Дмитрий Волчек: Изучению обстоятельств этих дел мешает закрытость многих архивов, и вы не раз, Михаил, писали о проблемах доступа к ним. Они закрыты по разным причинам. К каким-то фондам не подпускают конкурентов исследователи, которые сидят на этой теме, а какие-то материалы закрыты по распоряжению властей. Некоторые материалы, связанные с Ольгой Берггольц, до сих пор не опубликованы, хотя в последнее время было довольно много интересных публикаций, в частности, ее дневников, и мы в радиожурнале “Поверх барьеров” уже не раз об этих публикациях говорили.
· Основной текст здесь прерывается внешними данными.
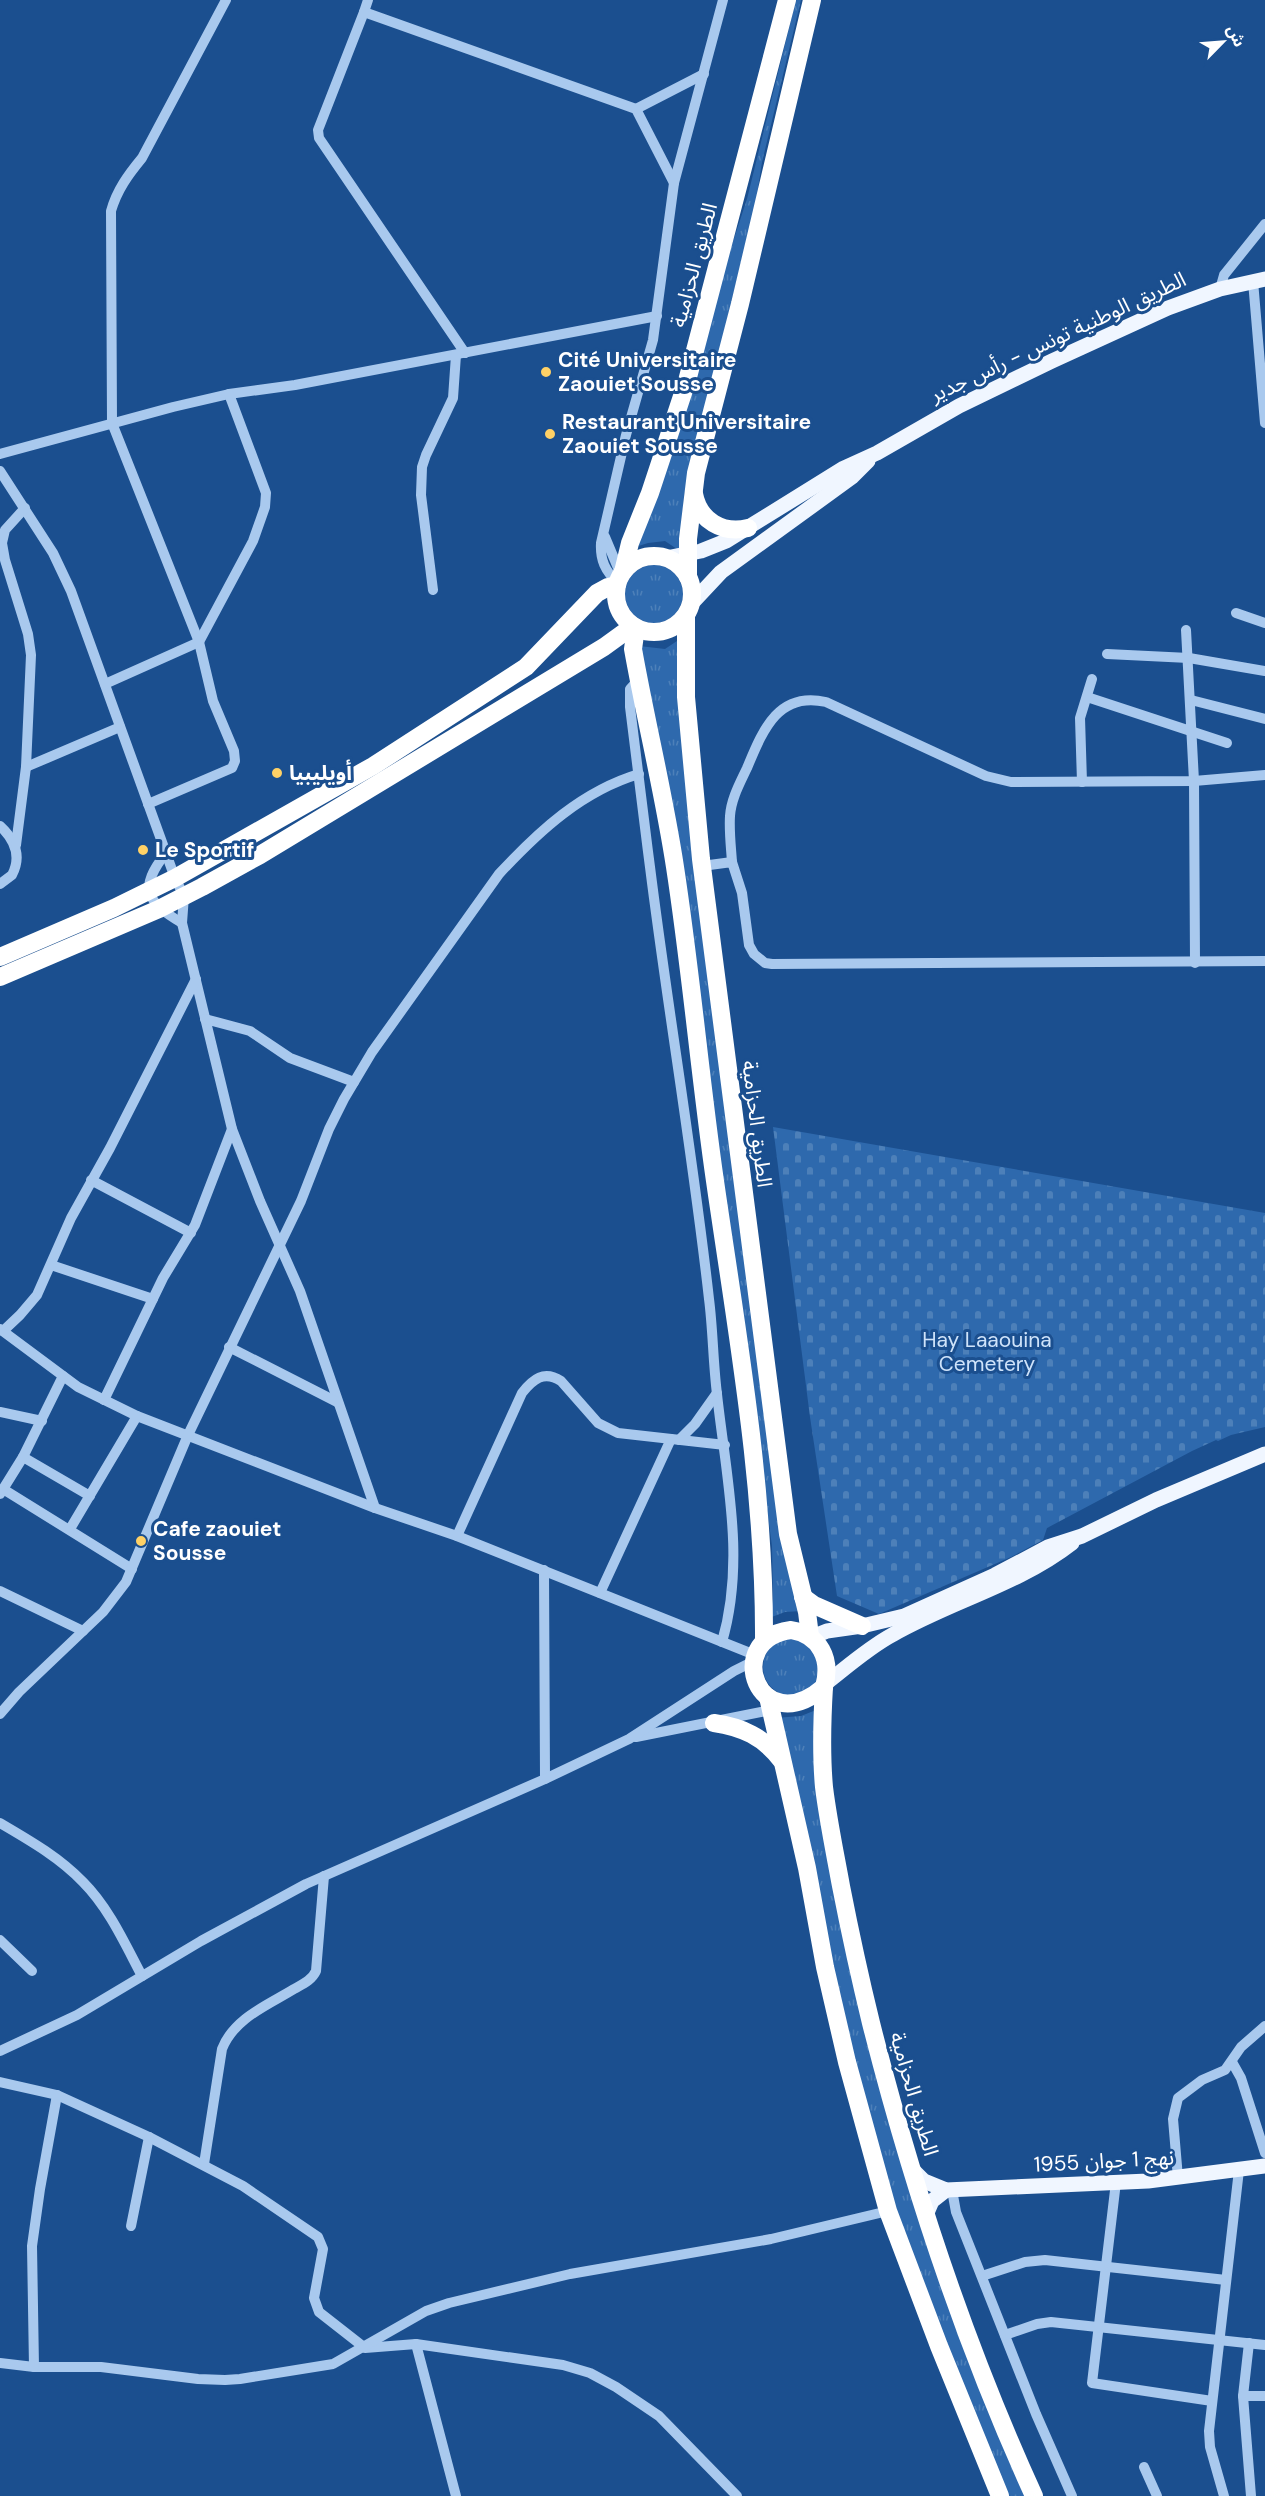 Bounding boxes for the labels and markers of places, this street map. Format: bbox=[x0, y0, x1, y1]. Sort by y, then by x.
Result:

Михаил Золотоносов: Что касается закрывания архивов конкурентами, то к ленинградскому партархиву, он называется Центральный Государственный архив историко-политических документов, это не относится. Зато это впрямую относится к архиву РГАЛИ в Москве, где хранятся ее дневники 20-х – 60-х годов. Эта публикация то ли готовится, то ли подготовлена, но ее нет, и к этим дневникам никого не подпускают. Что касается Ленинградской писательской организации, то, как выяснилось, никаких официальных материалов в архивах не осталось. За 1937-38 год ни одного документа нет. То ли они туда не поступили из писательской организации, то ли были уничтожены. Как мне сказали в партархиве, перед войной весь фонд Ленинградской писательской организации был ликвидирован ввиду подготовки к эвакуации. Так это или не так, я не знаю, официальных документов не видел, но этот протокол сохранился только благодаря тому, что он находился в фонде парторганизации завода “Электросила”. Дело заседаний парткома “Электросилы” за 1937 год было засекречено, и тут, поскольку мы “празднуем” 75-летие 1937 года и Большого террора, прошло 75 лет с момента создания этого документа, и его не только рассекретили, но и выдали мне без изъятий, целиком. Так что я получил возможность заказать копию и опубликовать этот протокол.

Дмитрий Волчек: Послушаем отрывок из этого протокола. Идет обсуждение морального облика Ольги Берггольц.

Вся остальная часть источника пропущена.